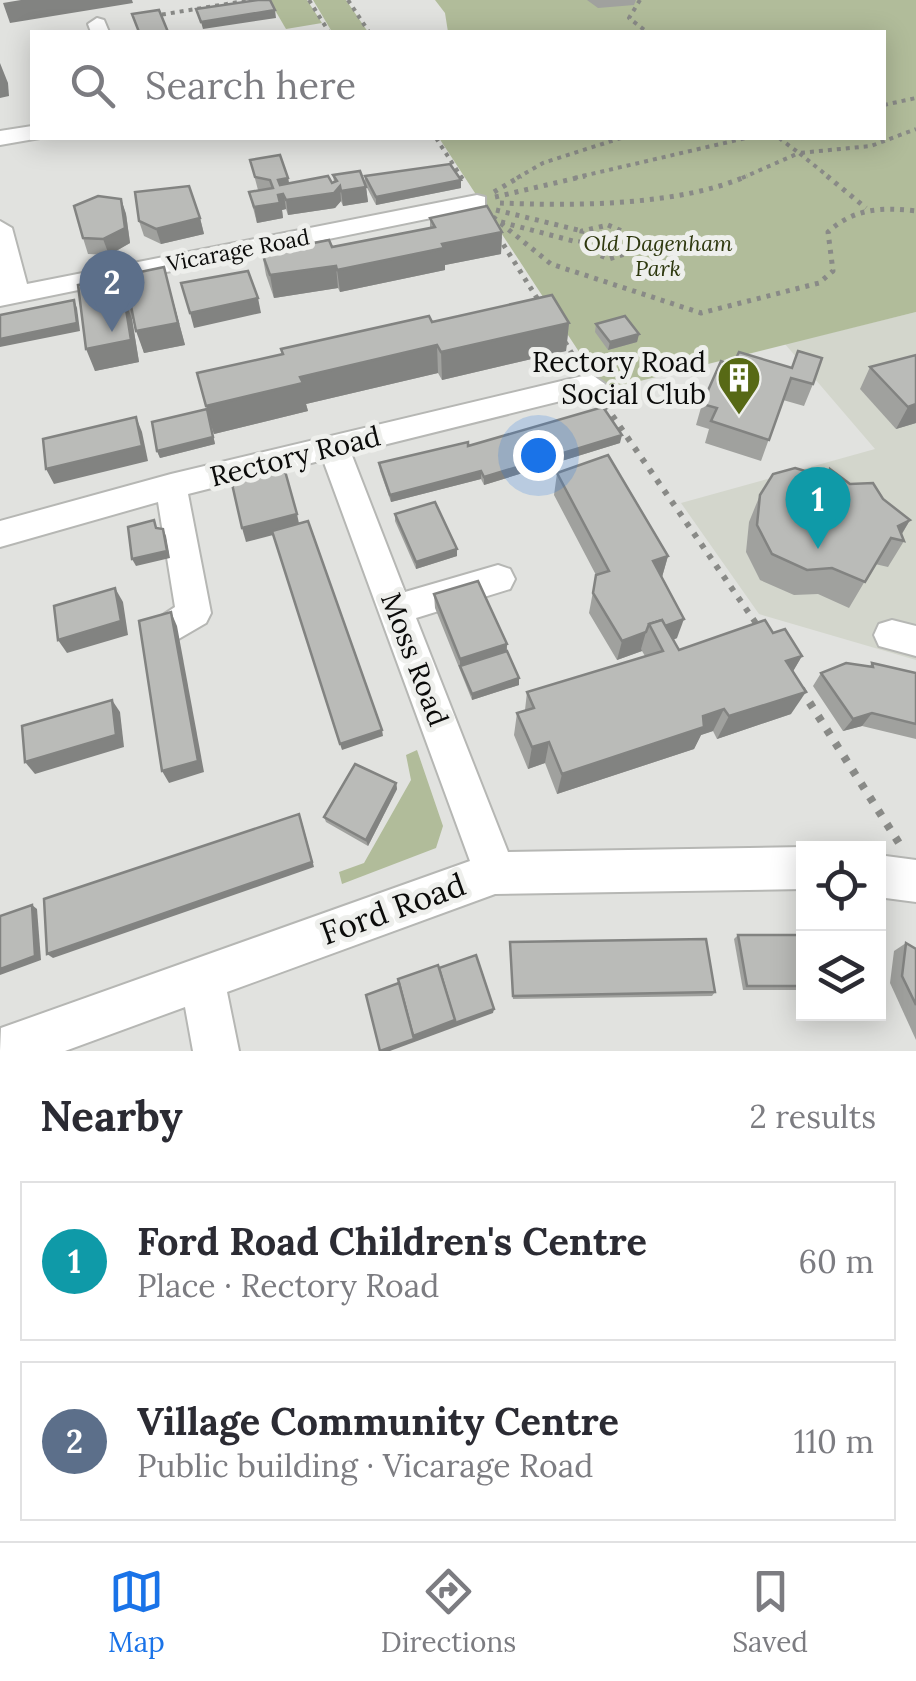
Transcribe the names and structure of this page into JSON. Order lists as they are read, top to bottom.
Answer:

==

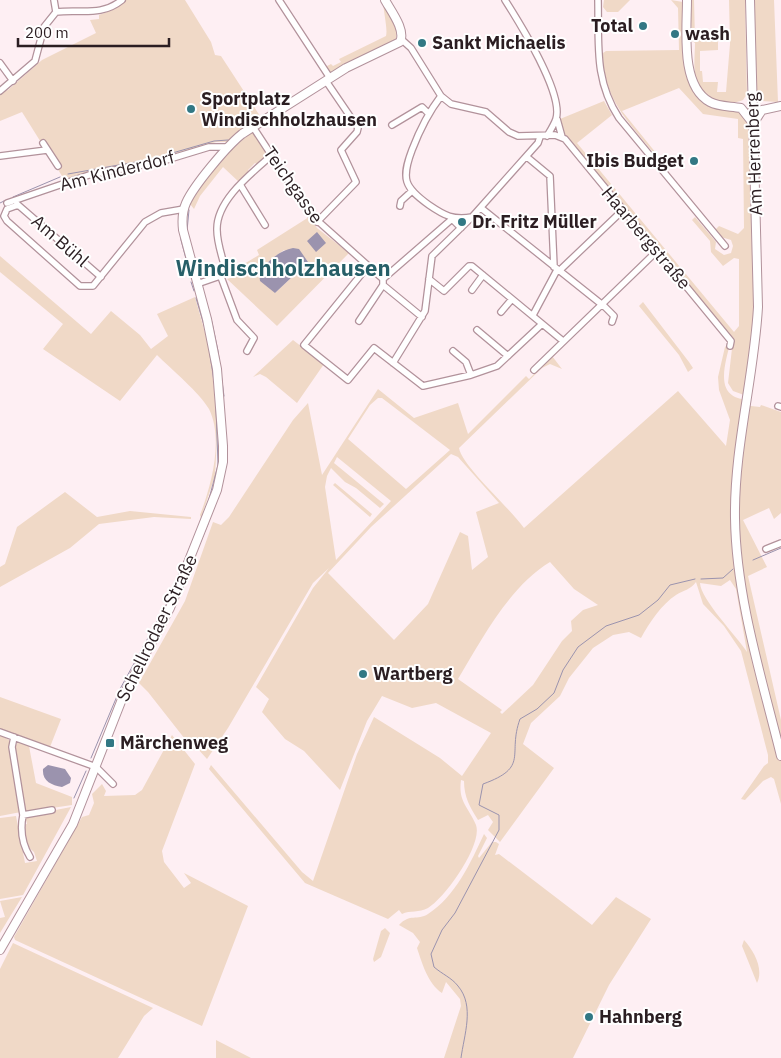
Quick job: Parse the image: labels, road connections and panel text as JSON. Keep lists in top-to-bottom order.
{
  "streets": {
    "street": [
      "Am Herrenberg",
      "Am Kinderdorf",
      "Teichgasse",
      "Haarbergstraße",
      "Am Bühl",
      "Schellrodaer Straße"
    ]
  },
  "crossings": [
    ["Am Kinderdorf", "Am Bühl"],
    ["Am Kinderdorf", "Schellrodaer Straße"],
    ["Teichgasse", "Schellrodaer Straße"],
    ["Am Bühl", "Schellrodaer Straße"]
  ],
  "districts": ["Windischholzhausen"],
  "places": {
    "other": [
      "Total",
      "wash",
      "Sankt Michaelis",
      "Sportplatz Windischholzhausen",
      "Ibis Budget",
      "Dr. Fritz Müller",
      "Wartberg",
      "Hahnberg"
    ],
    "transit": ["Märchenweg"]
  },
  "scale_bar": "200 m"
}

...

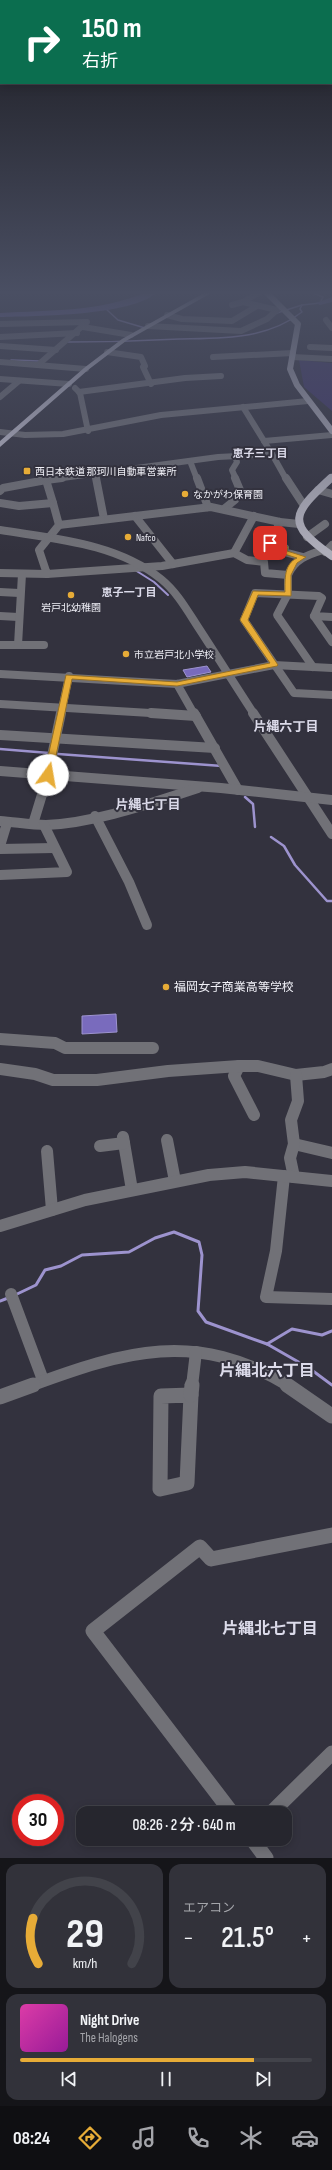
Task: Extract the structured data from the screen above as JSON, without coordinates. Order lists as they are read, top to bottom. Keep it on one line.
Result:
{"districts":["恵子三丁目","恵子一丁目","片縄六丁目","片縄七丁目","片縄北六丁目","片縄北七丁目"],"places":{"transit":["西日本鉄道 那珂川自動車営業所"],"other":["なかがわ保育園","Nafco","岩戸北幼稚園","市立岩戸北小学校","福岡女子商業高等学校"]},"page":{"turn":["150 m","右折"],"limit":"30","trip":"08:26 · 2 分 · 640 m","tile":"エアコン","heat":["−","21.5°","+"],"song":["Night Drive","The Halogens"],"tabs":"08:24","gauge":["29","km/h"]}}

Requirement: Report every line above that has the string "read" in it.

Solution:
Transcribe the names and structure of this page into JSON. Order lists as they are read, top to bottom.
Task: Extract the structured data from the screen above as JSON, without coordinates. Order lists as they are read, top to bottom. Keep it on one line.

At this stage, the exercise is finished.